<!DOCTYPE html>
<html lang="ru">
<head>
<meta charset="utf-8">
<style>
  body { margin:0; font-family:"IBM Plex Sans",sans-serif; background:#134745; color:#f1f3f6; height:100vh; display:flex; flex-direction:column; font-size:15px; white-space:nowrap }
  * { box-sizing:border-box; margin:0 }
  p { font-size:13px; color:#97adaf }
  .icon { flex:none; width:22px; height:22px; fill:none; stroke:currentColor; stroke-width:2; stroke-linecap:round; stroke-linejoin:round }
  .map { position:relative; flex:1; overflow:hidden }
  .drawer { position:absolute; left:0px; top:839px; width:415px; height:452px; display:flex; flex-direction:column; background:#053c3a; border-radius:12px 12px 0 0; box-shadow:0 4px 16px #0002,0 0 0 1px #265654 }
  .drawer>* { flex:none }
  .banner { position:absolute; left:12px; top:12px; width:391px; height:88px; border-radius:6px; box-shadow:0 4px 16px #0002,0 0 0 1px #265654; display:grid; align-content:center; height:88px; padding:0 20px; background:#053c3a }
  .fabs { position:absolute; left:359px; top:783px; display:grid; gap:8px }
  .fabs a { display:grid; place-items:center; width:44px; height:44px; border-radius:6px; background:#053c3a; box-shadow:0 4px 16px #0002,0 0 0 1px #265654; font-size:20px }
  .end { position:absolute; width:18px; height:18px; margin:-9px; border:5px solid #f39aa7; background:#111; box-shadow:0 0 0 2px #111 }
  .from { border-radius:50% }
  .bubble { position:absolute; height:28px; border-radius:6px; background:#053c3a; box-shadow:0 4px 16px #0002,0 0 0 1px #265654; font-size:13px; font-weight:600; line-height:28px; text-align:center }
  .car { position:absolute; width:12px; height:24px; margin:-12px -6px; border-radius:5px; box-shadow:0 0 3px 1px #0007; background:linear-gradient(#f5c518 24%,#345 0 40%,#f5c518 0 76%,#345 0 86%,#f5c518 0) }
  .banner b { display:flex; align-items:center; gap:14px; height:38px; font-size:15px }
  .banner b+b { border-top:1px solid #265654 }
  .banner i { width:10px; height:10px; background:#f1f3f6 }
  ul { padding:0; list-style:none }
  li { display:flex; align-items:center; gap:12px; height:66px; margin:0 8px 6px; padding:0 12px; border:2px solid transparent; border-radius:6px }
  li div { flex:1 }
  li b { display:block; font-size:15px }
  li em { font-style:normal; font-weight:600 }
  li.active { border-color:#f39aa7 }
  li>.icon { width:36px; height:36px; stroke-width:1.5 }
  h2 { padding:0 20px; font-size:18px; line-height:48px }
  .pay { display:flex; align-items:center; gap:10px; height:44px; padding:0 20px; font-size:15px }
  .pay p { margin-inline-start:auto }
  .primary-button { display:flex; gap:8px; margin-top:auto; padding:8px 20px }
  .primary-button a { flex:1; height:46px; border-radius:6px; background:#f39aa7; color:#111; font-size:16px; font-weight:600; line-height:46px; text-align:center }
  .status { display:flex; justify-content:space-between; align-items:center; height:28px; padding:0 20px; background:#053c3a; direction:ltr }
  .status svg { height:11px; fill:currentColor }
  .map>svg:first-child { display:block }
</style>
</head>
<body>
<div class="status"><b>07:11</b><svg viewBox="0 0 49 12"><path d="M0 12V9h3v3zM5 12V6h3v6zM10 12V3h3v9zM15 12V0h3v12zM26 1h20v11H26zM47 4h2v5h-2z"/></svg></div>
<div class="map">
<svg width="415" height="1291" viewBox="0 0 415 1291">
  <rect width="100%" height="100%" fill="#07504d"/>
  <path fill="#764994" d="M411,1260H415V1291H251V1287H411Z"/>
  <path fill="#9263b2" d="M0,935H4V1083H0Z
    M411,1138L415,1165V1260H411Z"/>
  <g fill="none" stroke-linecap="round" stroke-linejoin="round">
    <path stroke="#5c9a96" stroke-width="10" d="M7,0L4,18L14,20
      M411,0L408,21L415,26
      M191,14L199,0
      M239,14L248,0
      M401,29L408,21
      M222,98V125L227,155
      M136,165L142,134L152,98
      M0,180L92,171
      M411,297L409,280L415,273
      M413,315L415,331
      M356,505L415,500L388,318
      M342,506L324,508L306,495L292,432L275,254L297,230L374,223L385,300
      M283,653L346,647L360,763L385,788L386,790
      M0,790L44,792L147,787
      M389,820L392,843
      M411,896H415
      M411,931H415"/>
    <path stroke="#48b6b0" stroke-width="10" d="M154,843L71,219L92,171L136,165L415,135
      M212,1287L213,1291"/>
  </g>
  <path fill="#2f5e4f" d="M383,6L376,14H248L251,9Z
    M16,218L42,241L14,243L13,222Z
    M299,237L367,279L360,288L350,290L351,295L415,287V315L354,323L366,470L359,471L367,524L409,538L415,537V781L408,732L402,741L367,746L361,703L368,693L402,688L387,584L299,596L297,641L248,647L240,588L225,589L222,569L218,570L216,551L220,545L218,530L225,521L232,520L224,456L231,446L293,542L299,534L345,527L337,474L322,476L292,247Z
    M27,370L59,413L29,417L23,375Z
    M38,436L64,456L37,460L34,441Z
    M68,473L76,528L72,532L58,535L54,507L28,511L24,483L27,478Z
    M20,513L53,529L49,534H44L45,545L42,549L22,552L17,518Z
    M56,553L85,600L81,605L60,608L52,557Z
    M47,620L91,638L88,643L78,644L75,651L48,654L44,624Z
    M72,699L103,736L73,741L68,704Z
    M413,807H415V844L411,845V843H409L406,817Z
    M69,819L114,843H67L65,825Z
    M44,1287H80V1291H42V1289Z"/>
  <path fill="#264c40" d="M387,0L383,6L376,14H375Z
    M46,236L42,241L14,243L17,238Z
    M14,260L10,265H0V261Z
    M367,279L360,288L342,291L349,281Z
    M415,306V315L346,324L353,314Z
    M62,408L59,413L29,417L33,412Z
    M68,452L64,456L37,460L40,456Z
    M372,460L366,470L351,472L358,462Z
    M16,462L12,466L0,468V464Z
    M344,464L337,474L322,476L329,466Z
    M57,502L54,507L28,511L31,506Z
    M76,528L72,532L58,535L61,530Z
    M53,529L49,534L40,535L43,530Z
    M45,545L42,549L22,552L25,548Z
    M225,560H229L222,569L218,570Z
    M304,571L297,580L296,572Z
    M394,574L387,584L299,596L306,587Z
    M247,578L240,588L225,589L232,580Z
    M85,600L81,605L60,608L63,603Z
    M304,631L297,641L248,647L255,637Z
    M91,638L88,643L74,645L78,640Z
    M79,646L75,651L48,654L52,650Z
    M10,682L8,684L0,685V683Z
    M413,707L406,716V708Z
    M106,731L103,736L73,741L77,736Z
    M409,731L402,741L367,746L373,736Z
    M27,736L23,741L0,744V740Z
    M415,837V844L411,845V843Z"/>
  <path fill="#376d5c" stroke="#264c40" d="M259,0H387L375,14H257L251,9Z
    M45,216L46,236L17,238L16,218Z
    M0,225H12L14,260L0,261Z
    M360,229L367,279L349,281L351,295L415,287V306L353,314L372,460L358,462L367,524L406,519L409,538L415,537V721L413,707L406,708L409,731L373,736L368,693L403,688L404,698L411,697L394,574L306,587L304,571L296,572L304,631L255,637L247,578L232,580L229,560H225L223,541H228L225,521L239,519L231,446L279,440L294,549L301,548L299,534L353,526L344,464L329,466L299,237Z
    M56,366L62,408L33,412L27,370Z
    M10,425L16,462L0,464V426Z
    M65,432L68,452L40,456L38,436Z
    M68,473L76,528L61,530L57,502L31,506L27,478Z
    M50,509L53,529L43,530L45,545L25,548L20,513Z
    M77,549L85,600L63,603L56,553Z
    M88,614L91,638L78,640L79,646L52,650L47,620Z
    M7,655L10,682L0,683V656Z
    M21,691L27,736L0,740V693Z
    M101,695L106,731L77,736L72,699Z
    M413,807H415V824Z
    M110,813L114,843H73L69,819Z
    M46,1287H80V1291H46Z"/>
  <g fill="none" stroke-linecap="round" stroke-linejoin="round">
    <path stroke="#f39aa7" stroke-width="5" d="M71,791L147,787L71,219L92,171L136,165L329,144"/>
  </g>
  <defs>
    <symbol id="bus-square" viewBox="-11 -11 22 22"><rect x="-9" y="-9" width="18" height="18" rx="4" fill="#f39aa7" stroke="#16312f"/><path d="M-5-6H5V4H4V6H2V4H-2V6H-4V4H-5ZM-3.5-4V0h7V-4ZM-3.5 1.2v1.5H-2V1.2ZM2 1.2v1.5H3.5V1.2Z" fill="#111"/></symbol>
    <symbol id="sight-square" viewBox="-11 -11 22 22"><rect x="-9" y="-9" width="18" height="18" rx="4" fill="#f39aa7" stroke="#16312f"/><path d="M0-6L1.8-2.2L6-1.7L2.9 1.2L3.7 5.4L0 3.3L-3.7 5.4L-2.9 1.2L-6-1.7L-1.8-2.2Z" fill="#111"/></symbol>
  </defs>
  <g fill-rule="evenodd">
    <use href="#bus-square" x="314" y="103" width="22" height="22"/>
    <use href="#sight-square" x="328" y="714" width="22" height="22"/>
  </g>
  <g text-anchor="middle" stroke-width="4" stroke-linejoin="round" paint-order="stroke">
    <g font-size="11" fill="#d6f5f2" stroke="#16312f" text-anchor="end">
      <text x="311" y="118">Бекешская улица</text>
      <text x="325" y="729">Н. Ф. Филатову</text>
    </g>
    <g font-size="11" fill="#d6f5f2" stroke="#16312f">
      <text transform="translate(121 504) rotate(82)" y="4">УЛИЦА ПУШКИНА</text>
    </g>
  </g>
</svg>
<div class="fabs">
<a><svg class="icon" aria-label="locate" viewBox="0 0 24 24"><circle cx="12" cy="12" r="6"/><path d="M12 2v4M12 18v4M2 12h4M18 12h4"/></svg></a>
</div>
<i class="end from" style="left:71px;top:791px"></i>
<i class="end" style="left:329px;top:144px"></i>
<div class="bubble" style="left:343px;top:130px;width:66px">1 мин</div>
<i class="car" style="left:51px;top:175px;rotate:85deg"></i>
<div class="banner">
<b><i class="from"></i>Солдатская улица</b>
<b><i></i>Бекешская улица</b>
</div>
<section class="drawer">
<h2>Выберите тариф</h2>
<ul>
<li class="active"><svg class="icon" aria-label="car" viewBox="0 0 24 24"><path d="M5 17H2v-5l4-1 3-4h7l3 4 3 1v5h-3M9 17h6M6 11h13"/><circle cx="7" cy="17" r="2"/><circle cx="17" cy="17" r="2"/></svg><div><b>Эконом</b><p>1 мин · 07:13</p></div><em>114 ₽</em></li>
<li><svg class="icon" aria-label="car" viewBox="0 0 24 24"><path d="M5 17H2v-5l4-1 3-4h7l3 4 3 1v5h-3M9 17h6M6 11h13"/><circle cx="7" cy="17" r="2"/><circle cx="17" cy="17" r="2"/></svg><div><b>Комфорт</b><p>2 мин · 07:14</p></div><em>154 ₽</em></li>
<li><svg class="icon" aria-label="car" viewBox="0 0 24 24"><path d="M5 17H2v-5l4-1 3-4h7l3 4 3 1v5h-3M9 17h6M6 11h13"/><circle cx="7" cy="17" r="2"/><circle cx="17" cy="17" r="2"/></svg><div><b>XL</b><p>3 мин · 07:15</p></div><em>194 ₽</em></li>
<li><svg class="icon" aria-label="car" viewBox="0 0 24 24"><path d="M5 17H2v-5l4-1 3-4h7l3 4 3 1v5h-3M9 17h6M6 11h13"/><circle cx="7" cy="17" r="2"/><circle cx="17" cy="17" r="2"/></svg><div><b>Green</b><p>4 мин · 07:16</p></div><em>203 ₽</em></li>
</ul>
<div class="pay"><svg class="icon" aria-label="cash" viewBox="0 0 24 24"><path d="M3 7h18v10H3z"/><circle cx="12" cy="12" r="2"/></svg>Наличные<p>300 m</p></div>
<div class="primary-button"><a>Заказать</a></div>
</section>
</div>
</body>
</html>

**********

The task: How many of the lines above include the string "Бекешская"? Give only the number.

Response box: 2